我們下載excel版本的數據集到本地後，先讀取數據到TensorFlow

import tensorflow as tf
import numpy as np
import matplotlib.pyplot as plt
import xlrd

# local data file directory
DATA_FILE = "data/fire_theft.xls"

# STEP 0: read in data from xls file
book = xlrd.open_workbook(DATA_FILE, encoding_override="utf-8")
sheet = book.sheet_by_index(0)
lst = [sheet.row_values(i) for i in range(1, sheet.nrows)]
data = np.asarray(lst)
n_samples = sheet.nrows - 1

2.數據集抽樣可視化與模型選擇

模型和算法的選擇在任何時候都是至關重要的過程，而對數據集有一個直觀的印象更是重中之重 Intuitive在模型特徵的選擇時尤爲重要，有效的數據可視化往往使得接下來的工作事半功倍。本文中的數據集只是簡單的二維數據集，可視化自然不成問題，對於高緯數據，往往需要一個降維的過程，如基本的PCA，或者是hinton大神的t-SNE，其在Mnist高緯數據集的可視化效果非常贊：
同時推薦一個非常不錯的Machine Learning領域的數據可視化博客Colah's Blog。。對該數據集我們可以畫一個簡單的二維數據分佈圖：

# STEP: 1: plot the data
X_axis, Y_axis = data.T[0], data.T[1]
plt.plot(X_axis, Y_axis, 'bo', label='Real data')
plt.ylim([0, 150])
plt.xlim([0, 45])
plt.legend()
plt.show()

分佈如下所示：

大致來看，數據集分佈可以用一個簡單的線性迴歸來適配，也可以整一個Quadratic函數來建模，當然此處爲了演示線性迴歸，便先用線性迴歸來做。我們簡單的選取模型爲

Y = weight * X + bias

3.定義placeholder

既然模型確定了，我們便可以用TensorFlow的語言來定義模型圖結構。placeholder是一種預先聲明的function用來填充訓練數據集的。對於線性迴歸而言，placeholder就是指X,Y，是來自測試數據集的，其不需要進行初始化，也不需要進行模型訓練，只是在session run時feed真實的數據即可。

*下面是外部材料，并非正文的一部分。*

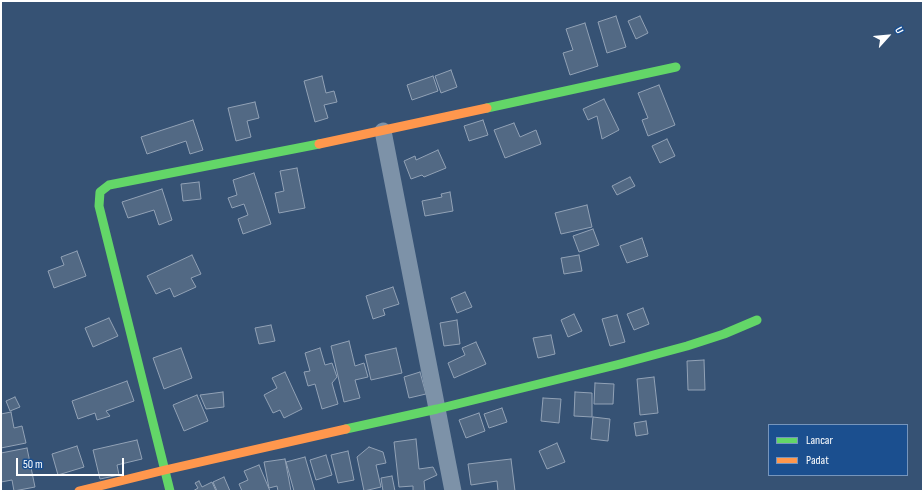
<!DOCTYPE html>
<style>
body{margin:0}
#map{position:relative;width:924px;height:492px;overflow:hidden;background:#365274;font-family:"Sofia Sans Condensed",sans-serif}
canvas{display:block}
.frame{position:absolute;inset:0;border:2px solid #fff;pointer-events:none}
.legend{position:absolute;left:768px;top:424px;width:140px;height:52px;box-sizing:border-box;background:#1b4f8f;border:1px solid #7695bc;margin:0;padding:5px 7px;list-style:none;font-size:12px;color:#fff}
.legend li{display:flex;align-items:center;gap:8px;height:20px}
.legend b{width:20px;border:1px solid #7695bc}
.north{position:absolute;left:868px;top:16px;width:40px;height:40px;-webkit-text-stroke:3px #1b4f8f;paint-order:stroke;rotate:63deg;font-size:11px;font-weight:700;line-height:16px;text-align:center;color:#fff}
.north::after{content:'';display:block;margin:auto;width:14px;height:18px;background:#fff;clip-path:polygon(50% 0,100% 100%,50% 72%,0 100%)}
.scale{position:absolute;left:16px;top:458px;width:108px;height:18px;box-sizing:border-box;border:2px solid #fff;border-top:0;padding-left:5px;font-size:12px;line-height:14px;white-space:nowrap;color:#fff;-webkit-text-stroke:3px #1b4f8f;paint-order:stroke}
</style>
<div id="map">
<canvas width="924" height="492"></canvas>
<div class="frame"></div>
<ul class="legend">
<li><b style="height:5px;background:#63d668"></b>Lancar</li>
<li><b style="height:5px;background:#ff974d"></b>Padat</li>
</ul>
<div class="north">U</div>
<div class="scale">50 m</div>
</div>
<script>
const g = document.querySelector('canvas').getContext('2d');
g.lineJoin = 'round';
function fillPath(path, color) {
  g.fillStyle = color;
  g.fill(path, 'evenodd');
}
function poly(rows) {
  const path = new Path2D();
  for (const r of rows) {
    path.moveTo(r[0], r[1]);
    for (let i = 2; i < r.length; i += 2) path.lineTo(r[i], r[i + 1]);
  }
  return path;
}
function trace(path, color, width, dash) {
  g.strokeStyle = color;
  g.lineWidth = width;
  g.lineCap = dash ? 'butt' : 'round';
  g.setLineDash(dash || []);
  g.stroke(path);
}
const building = poly([
 [616,16,626,47,607,53,598,22,616,16],
 [640,16,648,33,636,39,628,21,640,16],
 [585,23,598,66,570,75,563,53,573,50,566,29,585,23],
 [451,70,457,87,441,93,435,76,451,70],
 [322,76,326,93,334,91,337,102,324,105,328,118,315,122,304,81,322,76],
 [433,76,438,91,412,100,407,85,433,76],
 [659,85,675,125,648,136,642,120,648,118,638,93,659,85],
 [604,99,619,130,602,139,597,116,588,120,583,109,604,99],
 [255,102,259,118,247,121,251,137,236,141,228,108,255,102],
 [193,120,203,150,190,154,186,141,147,154,141,137,193,120],
 [483,120,488,135,469,141,464,126,483,120],
 [514,123,520,137,536,130,541,144,505,158,494,130,514,123],
 [667,139,675,156,660,163,652,146,667,139],
 [438,150,446,168,424,177,422,175,411,179,404,161,415,156,416,160,438,150],
 [297,168,305,208,279,213,275,193,284,191,280,171,297,168],
 [254,173,271,224,243,234,238,219,248,215,244,204,232,208,228,198,237,195,233,180,254,173],
 [630,177,635,186,617,195,612,186,630,177],
 [199,182,201,199,183,201,181,184,199,182],
 [162,189,172,220,159,225,154,210,128,218,122,202,162,189],
 [450,192,453,211,425,216,422,201,442,197,441,194,450,192],
 [587,205,592,227,561,234,555,213,587,205],
 [593,229,599,245,579,252,573,236,593,229],
 [642,238,648,256,627,263,620,246,642,238],
 [77,251,86,276,54,288,48,271,64,265,61,257,77,251],
 [192,255,201,274,191,278,196,287,174,297,170,288,156,294,147,276,192,255],
 [579,255,582,271,564,274,561,258,579,255],
 [393,287,399,304,383,309,385,315,373,319,366,296,393,287],
 [465,292,472,307,457,313,451,298,465,292],
 [643,308,649,324,634,330,627,314,643,308],
 [574,314,582,331,568,337,561,320,574,314],
 [617,315,625,342,610,346,602,319,617,315],
 [109,318,118,336,93,347,85,328,109,318],
 [457,320,460,344,444,346,440,323,457,320],
 [271,325,275,341,259,344,255,328,271,325],
 [551,335,555,354,538,358,533,338,551,335],
 [349,341,355,366,364,363,368,377,355,380,360,398,344,402,331,346,349,341],
 [476,342,486,364,454,378,448,363,465,355,462,348,476,342],
 [181,348,192,378,164,389,153,358,181,348],
 [320,348,325,365,332,363,337,377,332,383,338,404,322,409,315,384,308,386,304,372,310,371,305,353,320,348],
 [396,348,402,373,371,380,365,355,396,348],
 [704,360,705,390,688,390,687,361,704,360],
 [285,372,302,409,284,418,280,410,273,413,264,395,277,388,272,378,285,372],
 [420,372,426,394,409,398,404,377,420,372],
 [654,377,658,413,640,415,637,379,654,377],
 [127,381,134,401,106,411,110,416,97,420,95,413,78,419,72,401,127,381],
 [595,383,614,384,613,404,594,404,595,383],
 [223,392,224,407,206,409,200,395,223,392],
 [575,392,592,393,592,417,574,416,575,392],
 [197,395,208,421,184,431,173,405,197,395],
 [15,397,20,407,10,411,6,401,15,397],
 [543,398,561,399,559,423,541,421,543,398],
 [502,408,507,422,489,428,484,414,502,408],
 [11,412,14,428,22,426,26,443,1,448,1,414,11,412],
 [479,413,485,431,466,438,459,420,479,413],
 [593,417,610,419,608,441,591,439,593,417],
 [646,421,648,434,636,436,634,423,646,421],
 [416,439,419,469,433,467,437,475,424,481,425,491,413,491,413,486,399,487,394,442,416,439],
 [137,440,142,459,117,465,119,475,100,479,93,450,137,440],
 [557,443,565,462,547,469,539,451,557,443],
 [77,446,84,467,58,475,52,454,77,446],
 [369,447,383,452,386,463,376,465,381,487,364,491,357,457,369,447],
 [27,448,35,487,14,491,12,480,1,482,1,453,27,448],
 [348,451,354,480,338,483,331,455,348,451],
 [326,455,332,475,316,480,310,460,326,455],
 [305,457,315,491,294,491,286,462,305,457],
 [285,459,291,491,278,491,277,486,269,488,264,462,285,459],
 [511,459,515,491,498,491,497,481,471,485,468,464,511,459],
 [259,465,270,491,242,491,239,484,248,480,244,471,259,465],
 [392,476,395,491,383,491,381,478,392,476],
 [224,477,230,491,217,491,213,482,224,477],
 [199,481,202,487,212,482,216,491,193,491,198,488,195,483,199,481]
]);
const street = poly([
 [383,131,453,491]
]);
const fast = poly([
 [487,108,676,67],
 [346,429,437,409,620,364,687,346,724,334,757,320],
 [170,491,99,206,100,192,109,185,319,144]
]);
const slow = poly([
 [319,144,487,108],
 [79,491,165,470,346,429]
]);
fillPath(building, '#526984');
trace(building, '#92a2b6', 1);
trace(street, '#7d92a8', 17);
trace(fast, '#63d668', 9);
trace(slow, '#ff974d', 9);
</script>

# STEP 2: create placeholder for input X(number of fire) and label Y(number of theft)
X = tf.placeholder(tf.float32, name="X")
Y = tf.placeholder(tf.float32, name="Y")

4. 定義Variable

相對於placeholder，Variable略爲不同，前面一篇我們單獨介紹過Variable的一些operation和屬性。我們可以和placeholder來做個簡單的對比，

Name	placeholder	Variable
type	function	Class
初始化	NO	YES
模型訓練更新	NO	YES
存儲	數據集羣	參數服務器（PS）

Stack Overflow上有個關於兩者區別的討論值得一看。

# STEP 3: create Variables(weight and bias here), initialize to 0.
w = tf.Variable(0.0, name="weight")
b = tf.Variable(0.0, name="bias")

5. 構建模型

這步很簡單，依據第二部我們的模型選擇，把其轉換成Python表達，值得注意的是，由於是矩陣運算，如果X是高緯特徵需要稍微考慮各個元素之間的位置。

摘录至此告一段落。